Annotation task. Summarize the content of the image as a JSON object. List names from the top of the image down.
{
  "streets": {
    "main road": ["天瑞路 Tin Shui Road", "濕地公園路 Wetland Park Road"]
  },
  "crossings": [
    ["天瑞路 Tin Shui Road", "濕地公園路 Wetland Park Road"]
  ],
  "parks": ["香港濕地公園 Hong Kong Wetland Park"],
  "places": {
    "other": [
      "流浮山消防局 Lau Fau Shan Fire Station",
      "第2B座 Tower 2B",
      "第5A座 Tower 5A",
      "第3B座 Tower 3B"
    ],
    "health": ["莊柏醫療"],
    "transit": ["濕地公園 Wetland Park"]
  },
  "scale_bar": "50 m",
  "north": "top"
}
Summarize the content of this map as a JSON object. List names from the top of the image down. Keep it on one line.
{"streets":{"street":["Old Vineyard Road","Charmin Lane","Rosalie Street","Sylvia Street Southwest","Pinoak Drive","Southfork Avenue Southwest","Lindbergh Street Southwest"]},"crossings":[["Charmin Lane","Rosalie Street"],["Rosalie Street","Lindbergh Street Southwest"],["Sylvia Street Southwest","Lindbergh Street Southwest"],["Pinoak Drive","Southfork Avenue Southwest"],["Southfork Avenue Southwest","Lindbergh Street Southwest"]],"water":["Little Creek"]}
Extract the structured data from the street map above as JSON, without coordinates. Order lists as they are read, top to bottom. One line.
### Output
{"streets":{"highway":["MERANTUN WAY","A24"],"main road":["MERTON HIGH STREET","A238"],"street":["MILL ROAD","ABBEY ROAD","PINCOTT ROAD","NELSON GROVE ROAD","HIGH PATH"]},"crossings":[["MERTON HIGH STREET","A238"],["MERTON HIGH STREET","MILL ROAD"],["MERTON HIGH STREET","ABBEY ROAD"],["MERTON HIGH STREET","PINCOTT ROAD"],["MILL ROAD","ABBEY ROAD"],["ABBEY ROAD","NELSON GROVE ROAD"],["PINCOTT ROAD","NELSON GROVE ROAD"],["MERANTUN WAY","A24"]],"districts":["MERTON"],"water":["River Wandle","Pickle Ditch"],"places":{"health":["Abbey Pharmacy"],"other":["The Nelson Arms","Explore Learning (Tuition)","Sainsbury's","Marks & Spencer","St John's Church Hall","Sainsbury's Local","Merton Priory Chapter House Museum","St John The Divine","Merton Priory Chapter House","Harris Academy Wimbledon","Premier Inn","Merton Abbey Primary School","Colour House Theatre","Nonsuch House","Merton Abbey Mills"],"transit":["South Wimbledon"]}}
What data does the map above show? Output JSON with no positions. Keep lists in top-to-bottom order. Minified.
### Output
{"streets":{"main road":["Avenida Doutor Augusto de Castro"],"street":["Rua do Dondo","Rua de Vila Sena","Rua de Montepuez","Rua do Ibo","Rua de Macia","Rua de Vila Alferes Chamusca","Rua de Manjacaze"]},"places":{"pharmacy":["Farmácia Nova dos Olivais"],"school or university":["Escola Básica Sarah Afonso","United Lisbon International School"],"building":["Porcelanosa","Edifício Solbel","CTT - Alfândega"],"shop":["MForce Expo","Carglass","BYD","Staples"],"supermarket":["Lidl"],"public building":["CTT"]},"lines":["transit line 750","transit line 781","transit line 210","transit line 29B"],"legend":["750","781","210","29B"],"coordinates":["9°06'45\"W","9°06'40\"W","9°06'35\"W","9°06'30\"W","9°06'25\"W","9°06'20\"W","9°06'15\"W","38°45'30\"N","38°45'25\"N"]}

---

Set down every record once more, exactly as written.

Annotation task. Summarize the content of the image as a JSON object. List names from the top of the image down.
{
  "streets": {
    "main road": ["天瑞路 Tin Shui Road", "濕地公園路 Wetland Park Road"]
  },
  "crossings": [
    ["天瑞路 Tin Shui Road", "濕地公園路 Wetland Park Road"]
  ],
  "parks": ["香港濕地公園 Hong Kong Wetland Park"],
  "places": {
    "other": [
      "流浮山消防局 Lau Fau Shan Fire Station",
      "第2B座 Tower 2B",
      "第5A座 Tower 5A",
      "第3B座 Tower 3B"
    ],
    "health": ["莊柏醫療"],
    "transit": ["濕地公園 Wetland Park"]
  },
  "scale_bar": "50 m",
  "north": "top"
}
Summarize the content of this map as a JSON object. List names from the top of the image down. Keep it on one line.
{"streets":{"street":["Old Vineyard Road","Charmin Lane","Rosalie Street","Sylvia Street Southwest","Pinoak Drive","Southfork Avenue Southwest","Lindbergh Street Southwest"]},"crossings":[["Charmin Lane","Rosalie Street"],["Rosalie Street","Lindbergh Street Southwest"],["Sylvia Street Southwest","Lindbergh Street Southwest"],["Pinoak Drive","Southfork Avenue Southwest"],["Southfork Avenue Southwest","Lindbergh Street Southwest"]],"water":["Little Creek"]}
Extract the structured data from the street map above as JSON, without coordinates. Order lists as they are read, top to bottom. One line.
### Output
{"streets":{"highway":["MERANTUN WAY","A24"],"main road":["MERTON HIGH STREET","A238"],"street":["MILL ROAD","ABBEY ROAD","PINCOTT ROAD","NELSON GROVE ROAD","HIGH PATH"]},"crossings":[["MERTON HIGH STREET","A238"],["MERTON HIGH STREET","MILL ROAD"],["MERTON HIGH STREET","ABBEY ROAD"],["MERTON HIGH STREET","PINCOTT ROAD"],["MILL ROAD","ABBEY ROAD"],["ABBEY ROAD","NELSON GROVE ROAD"],["PINCOTT ROAD","NELSON GROVE ROAD"],["MERANTUN WAY","A24"]],"districts":["MERTON"],"water":["River Wandle","Pickle Ditch"],"places":{"health":["Abbey Pharmacy"],"other":["The Nelson Arms","Explore Learning (Tuition)","Sainsbury's","Marks & Spencer","St John's Church Hall","Sainsbury's Local","Merton Priory Chapter House Museum","St John The Divine","Merton Priory Chapter House","Harris Academy Wimbledon","Premier Inn","Merton Abbey Primary School","Colour House Theatre","Nonsuch House","Merton Abbey Mills"],"transit":["South Wimbledon"]}}
What data does the map above show? Output JSON with no positions. Keep lists in top-to-bottom order. Minified.
### Output
{"streets":{"main road":["Avenida Doutor Augusto de Castro"],"street":["Rua do Dondo","Rua de Vila Sena","Rua de Montepuez","Rua do Ibo","Rua de Macia","Rua de Vila Alferes Chamusca","Rua de Manjacaze"]},"places":{"pharmacy":["Farmácia Nova dos Olivais"],"school or university":["Escola Básica Sarah Afonso","United Lisbon International School"],"building":["Porcelanosa","Edifício Solbel","CTT - Alfândega"],"shop":["MForce Expo","Carglass","BYD","Staples"],"supermarket":["Lidl"],"public building":["CTT"]},"lines":["transit line 750","transit line 781","transit line 210","transit line 29B"],"legend":["750","781","210","29B"],"coordinates":["9°06'45\"W","9°06'40\"W","9°06'35\"W","9°06'30\"W","9°06'25\"W","9°06'20\"W","9°06'15\"W","38°45'30\"N","38°45'25\"N"]}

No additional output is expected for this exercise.